(THE DATA):
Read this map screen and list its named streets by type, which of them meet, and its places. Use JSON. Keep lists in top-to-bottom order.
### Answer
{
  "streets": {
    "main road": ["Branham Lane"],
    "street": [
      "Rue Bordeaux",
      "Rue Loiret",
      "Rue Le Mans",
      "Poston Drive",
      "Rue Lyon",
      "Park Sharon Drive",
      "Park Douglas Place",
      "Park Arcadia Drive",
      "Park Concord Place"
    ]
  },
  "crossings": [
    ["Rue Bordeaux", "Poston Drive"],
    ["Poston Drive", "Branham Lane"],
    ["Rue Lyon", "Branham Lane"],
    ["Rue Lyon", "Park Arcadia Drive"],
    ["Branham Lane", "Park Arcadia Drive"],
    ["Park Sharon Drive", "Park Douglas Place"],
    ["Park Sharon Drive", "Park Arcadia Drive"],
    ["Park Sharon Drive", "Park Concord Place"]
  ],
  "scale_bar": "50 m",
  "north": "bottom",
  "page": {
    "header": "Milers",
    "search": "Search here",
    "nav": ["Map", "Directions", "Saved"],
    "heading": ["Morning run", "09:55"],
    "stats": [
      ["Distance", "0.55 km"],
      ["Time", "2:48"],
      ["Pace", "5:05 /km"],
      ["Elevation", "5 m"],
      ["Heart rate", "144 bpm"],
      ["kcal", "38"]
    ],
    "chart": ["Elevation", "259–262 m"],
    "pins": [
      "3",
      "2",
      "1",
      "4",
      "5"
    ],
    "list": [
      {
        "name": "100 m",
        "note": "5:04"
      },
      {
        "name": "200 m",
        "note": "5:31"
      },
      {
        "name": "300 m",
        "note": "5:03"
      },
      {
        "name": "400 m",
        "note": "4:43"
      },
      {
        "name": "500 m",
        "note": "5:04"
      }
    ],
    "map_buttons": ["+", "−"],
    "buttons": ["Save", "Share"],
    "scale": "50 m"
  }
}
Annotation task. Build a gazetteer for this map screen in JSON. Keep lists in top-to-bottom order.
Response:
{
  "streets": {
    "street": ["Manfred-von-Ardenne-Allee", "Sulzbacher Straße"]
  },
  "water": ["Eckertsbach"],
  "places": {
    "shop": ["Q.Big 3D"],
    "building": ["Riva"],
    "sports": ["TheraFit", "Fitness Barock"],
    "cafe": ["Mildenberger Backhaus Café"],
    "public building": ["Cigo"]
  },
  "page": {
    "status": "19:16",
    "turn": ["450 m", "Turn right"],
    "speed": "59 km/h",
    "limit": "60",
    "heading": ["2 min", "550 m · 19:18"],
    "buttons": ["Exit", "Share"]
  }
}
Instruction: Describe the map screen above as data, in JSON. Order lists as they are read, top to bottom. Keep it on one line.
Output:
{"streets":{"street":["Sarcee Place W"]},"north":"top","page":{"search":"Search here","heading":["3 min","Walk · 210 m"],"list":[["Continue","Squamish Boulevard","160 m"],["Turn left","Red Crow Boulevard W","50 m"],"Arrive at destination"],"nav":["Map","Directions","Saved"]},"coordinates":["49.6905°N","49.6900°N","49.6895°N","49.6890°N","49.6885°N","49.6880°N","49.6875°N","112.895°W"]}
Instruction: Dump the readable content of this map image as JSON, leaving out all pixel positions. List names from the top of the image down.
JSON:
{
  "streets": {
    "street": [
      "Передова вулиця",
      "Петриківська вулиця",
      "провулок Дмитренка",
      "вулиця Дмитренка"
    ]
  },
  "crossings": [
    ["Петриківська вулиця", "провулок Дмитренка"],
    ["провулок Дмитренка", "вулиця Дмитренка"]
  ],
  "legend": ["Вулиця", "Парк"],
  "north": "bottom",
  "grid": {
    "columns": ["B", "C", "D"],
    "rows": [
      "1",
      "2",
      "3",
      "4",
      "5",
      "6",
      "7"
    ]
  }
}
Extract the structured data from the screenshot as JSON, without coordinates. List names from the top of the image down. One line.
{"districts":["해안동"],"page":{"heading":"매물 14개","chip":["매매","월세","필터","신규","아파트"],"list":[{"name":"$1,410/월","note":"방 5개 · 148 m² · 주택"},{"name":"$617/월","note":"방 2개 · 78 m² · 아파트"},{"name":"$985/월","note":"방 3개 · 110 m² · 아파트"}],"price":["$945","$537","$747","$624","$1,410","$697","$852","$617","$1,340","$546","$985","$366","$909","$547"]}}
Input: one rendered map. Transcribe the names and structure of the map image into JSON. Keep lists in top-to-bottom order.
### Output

(INSTRUCTIONS FOR THE TASK):
Every line of the listing should be reproduced exactly.

(FINISHED TASK):
Read this map screen and list its named streets by type, which of them meet, and its places. Use JSON. Keep lists in top-to-bottom order.
### Answer
{
  "streets": {
    "main road": ["Branham Lane"],
    "street": [
      "Rue Bordeaux",
      "Rue Loiret",
      "Rue Le Mans",
      "Poston Drive",
      "Rue Lyon",
      "Park Sharon Drive",
      "Park Douglas Place",
      "Park Arcadia Drive",
      "Park Concord Place"
    ]
  },
  "crossings": [
    ["Rue Bordeaux", "Poston Drive"],
    ["Poston Drive", "Branham Lane"],
    ["Rue Lyon", "Branham Lane"],
    ["Rue Lyon", "Park Arcadia Drive"],
    ["Branham Lane", "Park Arcadia Drive"],
    ["Park Sharon Drive", "Park Douglas Place"],
    ["Park Sharon Drive", "Park Arcadia Drive"],
    ["Park Sharon Drive", "Park Concord Place"]
  ],
  "scale_bar": "50 m",
  "north": "bottom",
  "page": {
    "header": "Milers",
    "search": "Search here",
    "nav": ["Map", "Directions", "Saved"],
    "heading": ["Morning run", "09:55"],
    "stats": [
      ["Distance", "0.55 km"],
      ["Time", "2:48"],
      ["Pace", "5:05 /km"],
      ["Elevation", "5 m"],
      ["Heart rate", "144 bpm"],
      ["kcal", "38"]
    ],
    "chart": ["Elevation", "259–262 m"],
    "pins": [
      "3",
      "2",
      "1",
      "4",
      "5"
    ],
    "list": [
      {
        "name": "100 m",
        "note": "5:04"
      },
      {
        "name": "200 m",
        "note": "5:31"
      },
      {
        "name": "300 m",
        "note": "5:03"
      },
      {
        "name": "400 m",
        "note": "4:43"
      },
      {
        "name": "500 m",
        "note": "5:04"
      }
    ],
    "map_buttons": ["+", "−"],
    "buttons": ["Save", "Share"],
    "scale": "50 m"
  }
}
Annotation task. Build a gazetteer for this map screen in JSON. Keep lists in top-to-bottom order.
Response:
{
  "streets": {
    "street": ["Manfred-von-Ardenne-Allee", "Sulzbacher Straße"]
  },
  "water": ["Eckertsbach"],
  "places": {
    "shop": ["Q.Big 3D"],
    "building": ["Riva"],
    "sports": ["TheraFit", "Fitness Barock"],
    "cafe": ["Mildenberger Backhaus Café"],
    "public building": ["Cigo"]
  },
  "page": {
    "status": "19:16",
    "turn": ["450 m", "Turn right"],
    "speed": "59 km/h",
    "limit": "60",
    "heading": ["2 min", "550 m · 19:18"],
    "buttons": ["Exit", "Share"]
  }
}
Instruction: Describe the map screen above as data, in JSON. Order lists as they are read, top to bottom. Keep it on one line.
Output:
{"streets":{"street":["Sarcee Place W"]},"north":"top","page":{"search":"Search here","heading":["3 min","Walk · 210 m"],"list":[["Continue","Squamish Boulevard","160 m"],["Turn left","Red Crow Boulevard W","50 m"],"Arrive at destination"],"nav":["Map","Directions","Saved"]},"coordinates":["49.6905°N","49.6900°N","49.6895°N","49.6890°N","49.6885°N","49.6880°N","49.6875°N","112.895°W"]}
Instruction: Dump the readable content of this map image as JSON, leaving out all pixel positions. List names from the top of the image down.
JSON:
{
  "streets": {
    "street": [
      "Передова вулиця",
      "Петриківська вулиця",
      "провулок Дмитренка",
      "вулиця Дмитренка"
    ]
  },
  "crossings": [
    ["Петриківська вулиця", "провулок Дмитренка"],
    ["провулок Дмитренка", "вулиця Дмитренка"]
  ],
  "legend": ["Вулиця", "Парк"],
  "north": "bottom",
  "grid": {
    "columns": ["B", "C", "D"],
    "rows": [
      "1",
      "2",
      "3",
      "4",
      "5",
      "6",
      "7"
    ]
  }
}
Extract the structured data from the screenshot as JSON, without coordinates. List names from the top of the image down. One line.
{"districts":["해안동"],"page":{"heading":"매물 14개","chip":["매매","월세","필터","신규","아파트"],"list":[{"name":"$1,410/월","note":"방 5개 · 148 m² · 주택"},{"name":"$617/월","note":"방 2개 · 78 m² · 아파트"},{"name":"$985/월","note":"방 3개 · 110 m² · 아파트"}],"price":["$945","$537","$747","$624","$1,410","$697","$852","$617","$1,340","$546","$985","$366","$909","$547"]}}
Input: one rendered map. Transcribe the names and structure of the map image into JSON. Keep lists in top-to-bottom order.
### Output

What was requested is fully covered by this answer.